Task to complete:
Show every line below where "canvas" appears.
----- The records
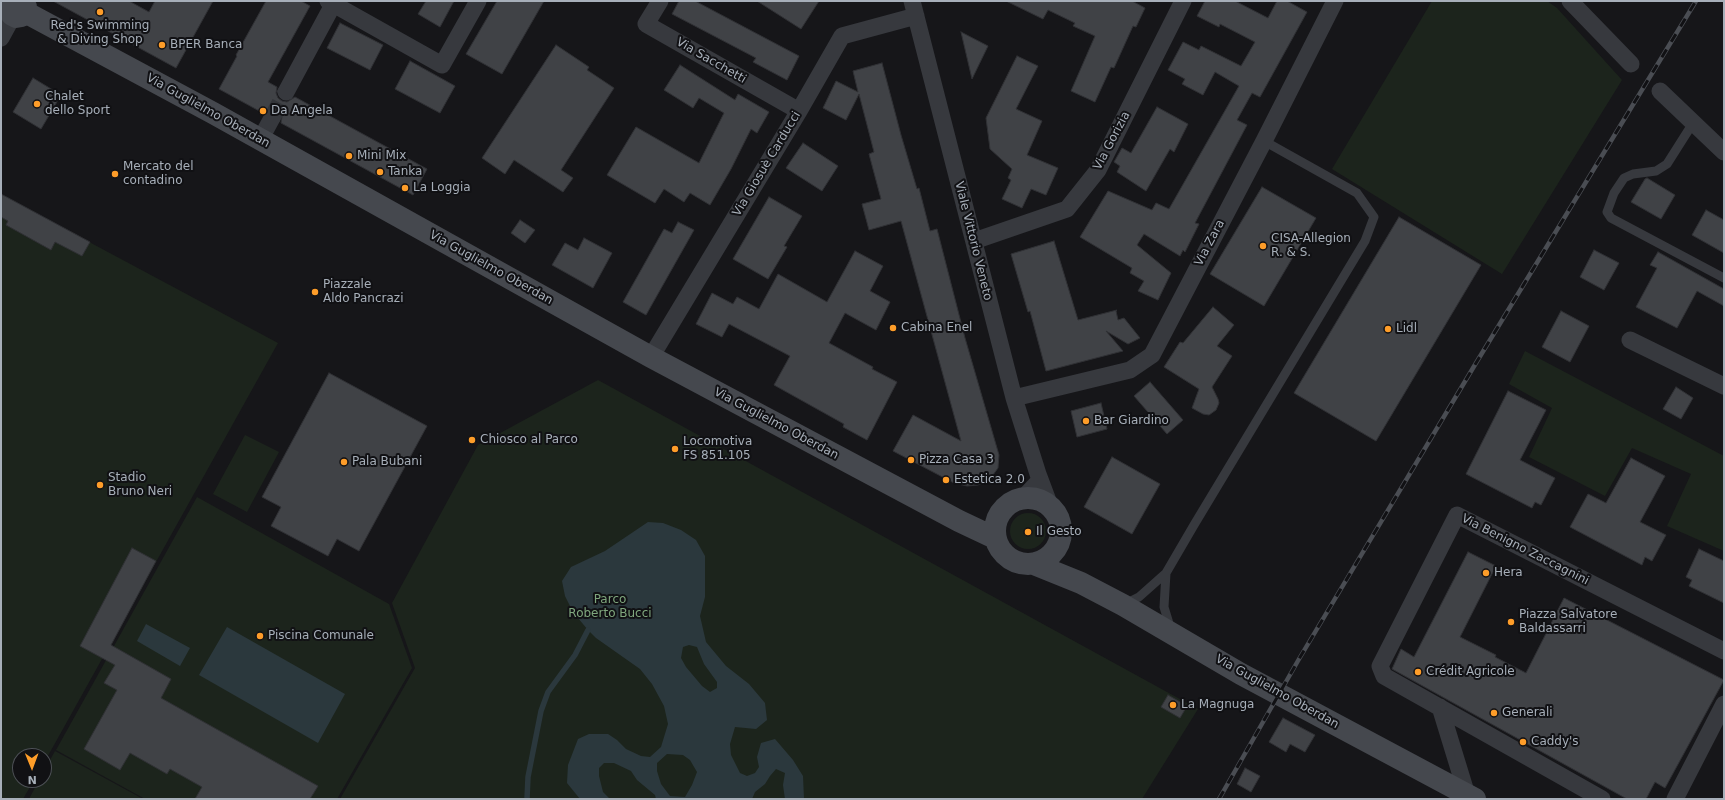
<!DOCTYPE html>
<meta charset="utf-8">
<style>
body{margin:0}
#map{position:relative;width:1725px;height:800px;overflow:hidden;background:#161619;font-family:"DejaVu Sans",sans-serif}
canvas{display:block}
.frame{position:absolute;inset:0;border:2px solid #a7afb9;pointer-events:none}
.north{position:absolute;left:12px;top:748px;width:40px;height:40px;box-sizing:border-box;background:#111114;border:1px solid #4d5056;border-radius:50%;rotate:179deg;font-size:11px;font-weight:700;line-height:16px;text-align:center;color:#a7afb9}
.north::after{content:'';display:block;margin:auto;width:14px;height:18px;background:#fe9d29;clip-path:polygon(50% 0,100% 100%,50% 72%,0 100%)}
</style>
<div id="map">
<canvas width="1725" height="800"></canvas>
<div class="frame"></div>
<div class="north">N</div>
</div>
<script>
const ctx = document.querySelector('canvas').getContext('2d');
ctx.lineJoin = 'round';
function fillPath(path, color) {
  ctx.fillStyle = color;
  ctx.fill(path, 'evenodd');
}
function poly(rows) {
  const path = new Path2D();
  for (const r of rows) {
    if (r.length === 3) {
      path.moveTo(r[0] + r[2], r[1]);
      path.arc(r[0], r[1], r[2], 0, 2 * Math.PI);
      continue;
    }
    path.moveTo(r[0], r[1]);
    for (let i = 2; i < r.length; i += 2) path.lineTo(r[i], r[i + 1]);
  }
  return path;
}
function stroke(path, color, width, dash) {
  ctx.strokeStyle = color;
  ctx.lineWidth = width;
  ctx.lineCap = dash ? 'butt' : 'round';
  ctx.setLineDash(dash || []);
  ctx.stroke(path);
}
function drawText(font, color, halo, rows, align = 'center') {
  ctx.font = font + ' "DejaVu Sans",sans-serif';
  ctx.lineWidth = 4;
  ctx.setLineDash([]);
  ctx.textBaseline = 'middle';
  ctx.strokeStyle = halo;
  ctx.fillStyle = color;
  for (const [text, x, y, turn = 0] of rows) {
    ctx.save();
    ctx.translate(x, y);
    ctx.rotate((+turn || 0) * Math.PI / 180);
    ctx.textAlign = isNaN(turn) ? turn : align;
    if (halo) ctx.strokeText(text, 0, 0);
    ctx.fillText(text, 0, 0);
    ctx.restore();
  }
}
fillPath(poly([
 [1432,1,1547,1,1557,8,1622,80,1502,274,1332,169],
 [1,217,8,221,6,225,51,250,63,228,278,343,44,763,44,756,20,756,20,780,34,780,23,799,1,799],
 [1525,351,1724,456,1724,551,1667,526,1691,474,1632,448,1605,496,1529,457,1552,408,1509,384],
 [598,380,1198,709,1142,799,340,799,415,668,392,603,478,445],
 [245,435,279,452,247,512,213,494],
 [197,497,389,604,412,668,337,799,145,799,56,750],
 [1028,531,18],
 [55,751,143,799,29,799,39,780,44,780,44,771]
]), '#1c241c');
fillPath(poly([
 [648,522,663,523,681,530,696,540,705,556,705,597,700,616,706,642,726,666,749,684,765,703,767,720,756,729,735,727,730,744,731,755,740,773,747,776,755,773,759,767,757,757,761,743,775,739,793,760,803,776,804,799,785,799,783,785,785,773,776,769,770,776,765,784,755,792,752,799,656,799,655,795,637,780,631,771,614,763,604,763,599,768,599,776,603,792,610,799,580,799,567,783,568,765,578,739,589,734,608,734,617,740,626,749,641,756,650,757,661,747,668,724,664,706,652,684,640,669,596,638,588,630,573,612,565,596,562,581,571,567,605,551],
 [689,645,697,647,704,664,717,682,717,688,710,692,702,686,686,667,681,658,683,647],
 [667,754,683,755,690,760,697,772,692,785,685,797,670,796,661,784,657,771,657,763],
 [146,624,190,648,180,666,137,641],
 [227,627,345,694,318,743,199,675]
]), '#2b383d');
stroke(poly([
 [527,799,528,777,541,711,548,692,575,655,588,630]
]), '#2b383d', 5.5);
const building = poly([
 [53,1,129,1,149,12,155,1,213,1,176,68,53,1],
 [266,1,301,1,310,6,268,82,277,87,276,93,278,98,282,101,287,102,295,97,427,169,413,195,281,123,282,117,277,109,271,108,263,113,219,89,237,56,236,55,266,1],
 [426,1,454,1,440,27,418,14,426,1],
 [497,1,544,1,502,74,466,54,497,1],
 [679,1,695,1,799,56,787,80,753,62,756,58,672,14,679,1],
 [757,1,819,1,801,29,757,1],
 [1006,1,1132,1,1145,8,1136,27,1133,26,1114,68,1111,67,1095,102,1071,91,1095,36,1073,26,1075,23,1048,10,1043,19,1006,1],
 [1205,1,1235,1,1268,18,1277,1,1287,1,1307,12,1260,97,1252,93,1237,120,1247,125,1195,223,1199,224,1185,252,1183,250,1180,256,1144,234,1137,245,1171,273,1158,300,1138,291,1144,281,1130,273,1132,268,1080,237,1108,191,1152,210,1156,203,1169,209,1239,86,1215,72,1203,95,1182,84,1185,79,1168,70,1183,42,1199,50,1201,46,1241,66,1255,42,1220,24,1219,27,1197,16,1205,1],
 [340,23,383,45,370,70,327,48,340,23],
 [961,32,988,46,972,79,961,32],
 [556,45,589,67,587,70,614,88,561,170,573,178,563,192,514,160,505,174,482,158,556,45],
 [1017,56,1038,66,1016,109,1042,121,1027,155,1058,168,1046,195,1031,189,1022,208,1002,199,1011,180,1008,178,1012,169,990,149,986,118,1017,56],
 [410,61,455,86,440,113,395,89,410,61],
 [882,63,901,135,917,189,919,188,930,231,937,229,965,338,999,455,998,468,990,479,978,485,967,486,954,483,893,451,913,415,961,441,901,221,869,230,862,204,881,199,869,154,874,152,859,94,846,120,823,108,836,81,858,92,853,71,882,63],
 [680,65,735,100,738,94,769,112,757,133,751,129,731,169,710,205,690,193,684,202,664,189,655,203,607,175,636,127,699,163,724,113,699,98,693,108,664,90,680,65],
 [33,78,61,95,41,129,13,112,33,78],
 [1157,107,1188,124,1174,152,1170,149,1146,191,1117,172,1120,166,1114,162,1122,148,1131,153,1157,107],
 [803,143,838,166,822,191,786,168,803,143],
 [1647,178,1675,195,1661,219,1631,202,1645,179,1647,178],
 [1262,187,1316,218,1264,306,1210,274,1262,187],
 [1,194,90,242,82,256,55,242,51,250,6,225,8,221,1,217,1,194],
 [769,197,802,216,784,246,787,247,768,279,733,259,769,197],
 [1706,210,1724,220,1724,253,1692,235,1706,210],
 [1399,217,1481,265,1376,441,1294,393,1399,217],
 [520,220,535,230,525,243,511,233,520,220],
 [678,222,694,230,646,315,623,302,664,229,672,233,678,222],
 [584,238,612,253,593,288,552,265,565,243,578,250,584,238],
 [1054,241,1078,320,1117,310,1116,311,1118,320,1124,318,1140,338,1128,344,1106,331,1123,351,1046,371,1030,311,1028,312,1011,254,1054,241],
 [1594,250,1619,263,1604,290,1580,277,1594,250],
 [855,251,883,266,870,291,890,302,876,330,845,313,829,343,873,367,872,369,897,382,867,440,843,427,844,424,774,385,790,356,729,324,722,337,696,324,712,293,733,304,737,297,759,309,778,274,827,302,855,251],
 [1658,252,1724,289,1724,306,1697,291,1677,328,1636,307,1657,268,1650,265,1658,252],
 [1213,307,1234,325,1217,346,1232,356,1212,387,1218,399,1219,403,1216,410,1209,415,1203,414,1192,408,1199,389,1164,367,1180,342,1183,343,1213,307],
 [1561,311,1589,326,1570,362,1542,347,1561,311],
 [329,373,427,426,359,551,337,539,328,556,271,526,281,507,262,497,329,373],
 [1150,382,1183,420,1167,434,1134,396,1150,382],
 [1676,387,1693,398,1681,419,1663,409,1676,387],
 [1508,391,1546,410,1520,460,1555,478,1541,505,1535,502,1532,508,1466,474,1508,391],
 [1101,403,1107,429,1077,437,1071,411,1101,403],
 [1112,457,1160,484,1132,534,1084,507,1112,457],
 [1631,458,1665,476,1640,522,1666,535,1652,561,1645,557,1642,565,1570,527,1588,494,1606,503,1631,458],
 [132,548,156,561,111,645,171,679,161,698,318,786,310,799,195,799,202,787,170,769,167,774,130,753,120,770,84,749,117,690,104,683,115,665,80,646,132,548],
 [1699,549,1724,561,1724,603,1689,586,1692,580,1686,577,1699,549],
 [1468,552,1496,566,1460,637,1496,655,1495,657,1526,673,1564,598,1724,680,1665,788,1655,782,1646,799,1627,799,1392,669,1401,649,1414,657,1468,552],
 [1168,695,1187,706,1180,718,1161,707,1168,695],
 [1283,718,1315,735,1305,752,1290,744,1286,752,1269,742,1283,718],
 [1245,768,1260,776,1251,792,1237,784,1245,768]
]);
fillPath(building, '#404246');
stroke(building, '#303135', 1);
stroke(poly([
 [272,118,286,92]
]), '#333539', 17, [17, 8]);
stroke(poly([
 [1693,123,1667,164,1656,171,1633,174,1624,178,1614,193,1607,212,1611,218,1724,278],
 [1166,573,1164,607,1171,630],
 [1125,604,1139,597,1166,573,1194,525,1365,241,1374,217,1357,193,1264,141]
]), '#37393e', 9);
stroke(poly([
 [328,1,442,65,478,1],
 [660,1,646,24,799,111],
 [912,1,1014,398,1038,474,1050,506],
 [1570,1,1631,64],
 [1,38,13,16],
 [1660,91,1724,152],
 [286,92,335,1],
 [260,140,272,118],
 [974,241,1067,209,1098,170,1183,1],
 [1630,340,1724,386],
 [651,357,799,111,842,36,916,16],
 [1014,398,1130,370,1152,355,1264,141,1335,1],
 [1022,499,1040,480],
 [1440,707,1467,795],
 [1602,799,1384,676,1380,666,1457,515,1724,651],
 [1675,799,1724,704]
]), '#37393e', 17);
stroke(poly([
 [12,1,9,5,8,9,12,15,16,17,22,16,25,12,26,7,23,2],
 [25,12,213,113,651,357,959,521,995,538],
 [1028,531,33],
 [1034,564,1081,583,1123,605,1241,674,1475,799]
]), '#45484e', 22);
const rail = poly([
 [1219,799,1299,659,1476,363,1696,1]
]);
stroke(rail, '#4a4d53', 4.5);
stroke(rail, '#111114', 3, [9]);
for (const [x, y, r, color] of [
 [100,12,4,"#fe9d29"],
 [162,45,4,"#fe9d29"],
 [37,104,4,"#fe9d29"],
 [263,111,4,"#fe9d29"],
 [349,156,4,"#fe9d29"],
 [380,172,4,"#fe9d29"],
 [115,174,4,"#fe9d29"],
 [405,188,4,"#fe9d29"],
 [1263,246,4,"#fe9d29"],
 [315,292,4,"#fe9d29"],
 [893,328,4,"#fe9d29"],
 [1388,329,4,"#fe9d29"],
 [1086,421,4,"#fe9d29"],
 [472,440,4,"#fe9d29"],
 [675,449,4,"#fe9d29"],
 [911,460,4,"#fe9d29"],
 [344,462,4,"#fe9d29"],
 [946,480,4,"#fe9d29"],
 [100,485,4,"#fe9d29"],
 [1028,532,4,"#fe9d29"],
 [1486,573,4,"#fe9d29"],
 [1511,622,4,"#fe9d29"],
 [260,636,4,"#fe9d29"],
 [1418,672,4,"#fe9d29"],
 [1173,705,4,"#fe9d29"],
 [1494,713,4,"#fe9d29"],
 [1523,742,4,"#fe9d29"]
]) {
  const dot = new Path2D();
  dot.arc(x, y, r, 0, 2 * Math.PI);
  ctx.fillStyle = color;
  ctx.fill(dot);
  stroke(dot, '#111114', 1.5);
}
drawText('12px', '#a7afb9', '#111114', [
 ["Red's Swimming",100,26,"center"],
 ["& Diving Shop",100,40,"center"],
 ["BPER Banca",170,45],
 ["Chalet",45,97],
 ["dello Sport",45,111],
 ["Da Angela",271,111],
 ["Mini Mix",357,156],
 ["Mercato del",123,167],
 ["contadino",123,181],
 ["Tanka",388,172],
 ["La Loggia",413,188],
 ["CISA-Allegion",1271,239],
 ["R. & S.",1271,253],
 ["Piazzale",323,285],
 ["Aldo Pancrazi",323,299],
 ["Cabina Enel",901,328],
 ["Lidl",1396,329],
 ["Bar Giardino",1094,421],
 ["Chiosco al Parco",480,440],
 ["Locomotiva",683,442],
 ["FS 851.105",683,456],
 ["Pizza Casa 3",919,460],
 ["Pala Bubani",352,462],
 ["Stadio",108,478],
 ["Bruno Neri",108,492],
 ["Estetica 2.0",954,480],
 ["Il Gesto",1036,532],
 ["Hera",1494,573],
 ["Piazza Salvatore",1519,615],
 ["Baldassarri",1519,629],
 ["Piscina Comunale",268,636],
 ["Crédit Agricole",1426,672],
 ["La Magnuga",1181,705],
 ["Generali",1502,713],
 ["Caddy's",1531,742]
], 'left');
drawText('12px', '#a7afb9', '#111114', [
 ["Via Sacchetti",711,61,30],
 ["Via Guglielmo Oberdan",208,111,29],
 ["Via Gorizia",1112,141,-62],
 ["Via Giosuè Carducci",767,164,-59],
 ["Viale Vittorio Veneto",973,241,76],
 ["Via Zara",1210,243,-62],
 ["Via Guglielmo Oberdan",491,268,29],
 ["Via Guglielmo Oberdan",776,424,28],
 ["Via Benigno Zaccagnini",1525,550,27],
 ["Via Guglielmo Oberdan",1277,692,29]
]);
drawText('12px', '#7fa67d', '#111114', [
 ["Parco",610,600],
 ["Roberto Bucci",610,614]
]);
</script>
----------
Reply to the exercise:
canvas{display:block}
<canvas width="1725" height="800"></canvas>
const ctx = document.querySelector('canvas').getContext('2d');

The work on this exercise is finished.